- **REQUIREMENT**
All that is needed is each line of the entries holding the word "small", copied as it stands.

(Items listed in a dataset)
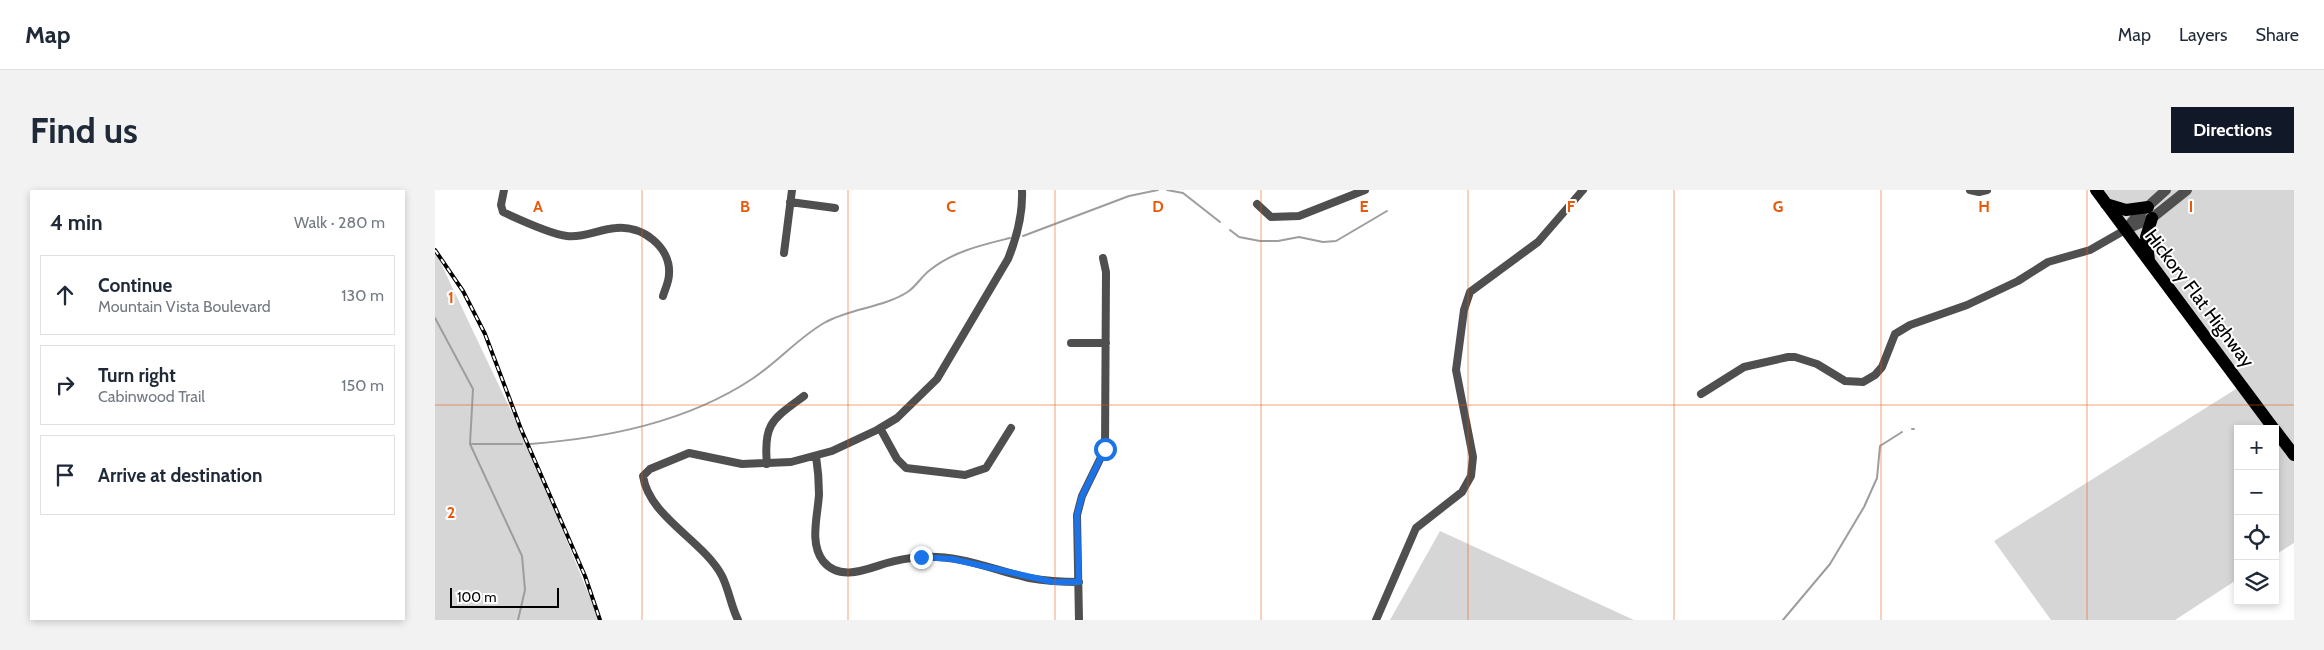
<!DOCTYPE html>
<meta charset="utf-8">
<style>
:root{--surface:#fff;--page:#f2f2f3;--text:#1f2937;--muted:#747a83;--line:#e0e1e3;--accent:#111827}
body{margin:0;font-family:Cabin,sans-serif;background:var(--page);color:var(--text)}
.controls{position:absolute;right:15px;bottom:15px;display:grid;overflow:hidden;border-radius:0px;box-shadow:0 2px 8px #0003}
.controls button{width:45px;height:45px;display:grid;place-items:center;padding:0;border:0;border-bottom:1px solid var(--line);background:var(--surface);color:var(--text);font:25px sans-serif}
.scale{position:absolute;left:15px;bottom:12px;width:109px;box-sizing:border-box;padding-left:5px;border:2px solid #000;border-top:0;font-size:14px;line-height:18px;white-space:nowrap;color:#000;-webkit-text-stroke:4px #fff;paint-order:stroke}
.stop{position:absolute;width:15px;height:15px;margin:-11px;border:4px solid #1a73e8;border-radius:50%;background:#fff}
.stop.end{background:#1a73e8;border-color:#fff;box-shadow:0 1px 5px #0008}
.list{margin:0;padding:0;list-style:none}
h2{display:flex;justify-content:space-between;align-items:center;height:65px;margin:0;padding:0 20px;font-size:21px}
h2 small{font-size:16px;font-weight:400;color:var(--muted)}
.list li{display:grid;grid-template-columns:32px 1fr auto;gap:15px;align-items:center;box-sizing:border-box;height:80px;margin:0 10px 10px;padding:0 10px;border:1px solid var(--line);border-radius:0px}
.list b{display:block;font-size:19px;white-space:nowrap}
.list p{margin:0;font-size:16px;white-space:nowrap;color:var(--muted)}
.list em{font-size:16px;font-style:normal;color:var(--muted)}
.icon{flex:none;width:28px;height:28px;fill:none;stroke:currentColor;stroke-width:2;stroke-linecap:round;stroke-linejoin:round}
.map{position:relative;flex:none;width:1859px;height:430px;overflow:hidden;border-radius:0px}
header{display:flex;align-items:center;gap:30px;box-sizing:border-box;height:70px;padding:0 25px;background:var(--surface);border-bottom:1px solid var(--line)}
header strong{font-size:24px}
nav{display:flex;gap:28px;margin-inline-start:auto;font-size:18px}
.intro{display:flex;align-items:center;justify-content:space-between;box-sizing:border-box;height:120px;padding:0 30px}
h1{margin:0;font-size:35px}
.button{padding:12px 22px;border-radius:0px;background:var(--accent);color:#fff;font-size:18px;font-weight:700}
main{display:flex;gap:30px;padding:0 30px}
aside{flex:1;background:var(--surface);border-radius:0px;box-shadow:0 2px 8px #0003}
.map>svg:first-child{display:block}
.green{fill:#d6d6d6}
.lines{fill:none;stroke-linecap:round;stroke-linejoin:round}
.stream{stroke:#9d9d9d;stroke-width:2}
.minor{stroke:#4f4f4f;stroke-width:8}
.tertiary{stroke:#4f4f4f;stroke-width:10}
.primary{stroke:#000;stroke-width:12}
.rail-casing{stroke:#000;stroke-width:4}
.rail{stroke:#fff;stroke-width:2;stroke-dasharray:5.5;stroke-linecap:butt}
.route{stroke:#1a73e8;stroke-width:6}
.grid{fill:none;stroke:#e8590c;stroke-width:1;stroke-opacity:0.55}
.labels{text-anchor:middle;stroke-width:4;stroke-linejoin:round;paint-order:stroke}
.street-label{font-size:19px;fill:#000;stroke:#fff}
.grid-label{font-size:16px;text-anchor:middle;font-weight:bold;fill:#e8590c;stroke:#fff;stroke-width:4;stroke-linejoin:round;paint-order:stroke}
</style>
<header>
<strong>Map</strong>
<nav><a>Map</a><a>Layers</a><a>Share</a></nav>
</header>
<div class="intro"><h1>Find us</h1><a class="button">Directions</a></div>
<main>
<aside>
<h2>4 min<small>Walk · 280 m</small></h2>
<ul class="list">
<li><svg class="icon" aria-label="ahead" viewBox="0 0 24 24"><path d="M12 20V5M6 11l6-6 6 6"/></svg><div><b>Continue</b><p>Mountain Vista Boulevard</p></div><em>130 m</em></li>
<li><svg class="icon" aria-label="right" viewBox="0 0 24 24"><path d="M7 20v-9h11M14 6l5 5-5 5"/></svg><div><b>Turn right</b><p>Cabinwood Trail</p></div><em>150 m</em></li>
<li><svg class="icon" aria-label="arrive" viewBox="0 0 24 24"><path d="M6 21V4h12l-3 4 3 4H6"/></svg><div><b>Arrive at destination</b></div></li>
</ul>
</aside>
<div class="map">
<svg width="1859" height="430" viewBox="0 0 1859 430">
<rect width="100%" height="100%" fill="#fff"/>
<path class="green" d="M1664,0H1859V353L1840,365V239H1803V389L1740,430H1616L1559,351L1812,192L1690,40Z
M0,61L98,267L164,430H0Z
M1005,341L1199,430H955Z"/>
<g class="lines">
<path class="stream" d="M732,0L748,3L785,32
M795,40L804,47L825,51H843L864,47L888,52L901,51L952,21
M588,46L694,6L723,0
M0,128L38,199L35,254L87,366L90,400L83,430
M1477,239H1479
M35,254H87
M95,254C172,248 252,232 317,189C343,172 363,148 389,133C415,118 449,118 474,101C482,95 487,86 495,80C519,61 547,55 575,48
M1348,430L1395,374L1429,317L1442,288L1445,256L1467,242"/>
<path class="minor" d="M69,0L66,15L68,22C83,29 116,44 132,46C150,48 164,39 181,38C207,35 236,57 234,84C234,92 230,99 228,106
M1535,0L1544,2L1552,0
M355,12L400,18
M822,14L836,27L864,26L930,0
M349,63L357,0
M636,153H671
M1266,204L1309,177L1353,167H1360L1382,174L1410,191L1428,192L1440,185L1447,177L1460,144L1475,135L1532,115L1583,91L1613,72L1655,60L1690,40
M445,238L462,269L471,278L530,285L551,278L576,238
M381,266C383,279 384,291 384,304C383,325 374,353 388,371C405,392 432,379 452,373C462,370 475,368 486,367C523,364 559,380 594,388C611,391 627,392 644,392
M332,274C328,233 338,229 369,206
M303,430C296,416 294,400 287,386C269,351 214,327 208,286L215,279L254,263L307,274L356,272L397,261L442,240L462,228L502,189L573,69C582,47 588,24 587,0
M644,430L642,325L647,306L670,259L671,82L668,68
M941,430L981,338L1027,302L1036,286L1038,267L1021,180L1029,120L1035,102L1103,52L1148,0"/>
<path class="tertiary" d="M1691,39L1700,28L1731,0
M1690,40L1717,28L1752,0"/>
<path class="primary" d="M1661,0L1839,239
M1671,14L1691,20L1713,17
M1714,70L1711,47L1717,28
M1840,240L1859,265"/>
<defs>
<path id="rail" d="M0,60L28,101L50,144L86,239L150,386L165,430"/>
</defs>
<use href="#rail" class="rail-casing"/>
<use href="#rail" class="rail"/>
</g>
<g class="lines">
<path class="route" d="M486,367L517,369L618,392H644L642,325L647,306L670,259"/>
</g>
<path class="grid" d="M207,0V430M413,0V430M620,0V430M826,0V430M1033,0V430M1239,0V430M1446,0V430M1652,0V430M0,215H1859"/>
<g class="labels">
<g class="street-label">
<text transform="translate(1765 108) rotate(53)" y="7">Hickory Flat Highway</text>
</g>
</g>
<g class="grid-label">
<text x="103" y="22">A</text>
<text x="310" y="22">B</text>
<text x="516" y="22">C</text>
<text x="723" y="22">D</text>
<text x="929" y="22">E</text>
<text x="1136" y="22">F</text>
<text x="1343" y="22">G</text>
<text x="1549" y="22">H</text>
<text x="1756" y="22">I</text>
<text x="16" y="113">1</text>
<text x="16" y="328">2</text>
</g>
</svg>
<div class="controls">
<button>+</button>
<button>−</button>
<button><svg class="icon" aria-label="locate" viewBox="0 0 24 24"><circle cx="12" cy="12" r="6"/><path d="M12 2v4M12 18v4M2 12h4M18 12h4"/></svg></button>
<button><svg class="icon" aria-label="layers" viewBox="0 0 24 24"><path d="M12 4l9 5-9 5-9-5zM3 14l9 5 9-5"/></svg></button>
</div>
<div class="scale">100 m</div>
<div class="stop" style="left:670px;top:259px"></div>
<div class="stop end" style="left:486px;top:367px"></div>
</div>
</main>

- **RESPONSE AREA**
h2 small{font-size:16px;font-weight:400;color:var(--muted)}
<h2>4 min<small>Walk · 280 m</small></h2>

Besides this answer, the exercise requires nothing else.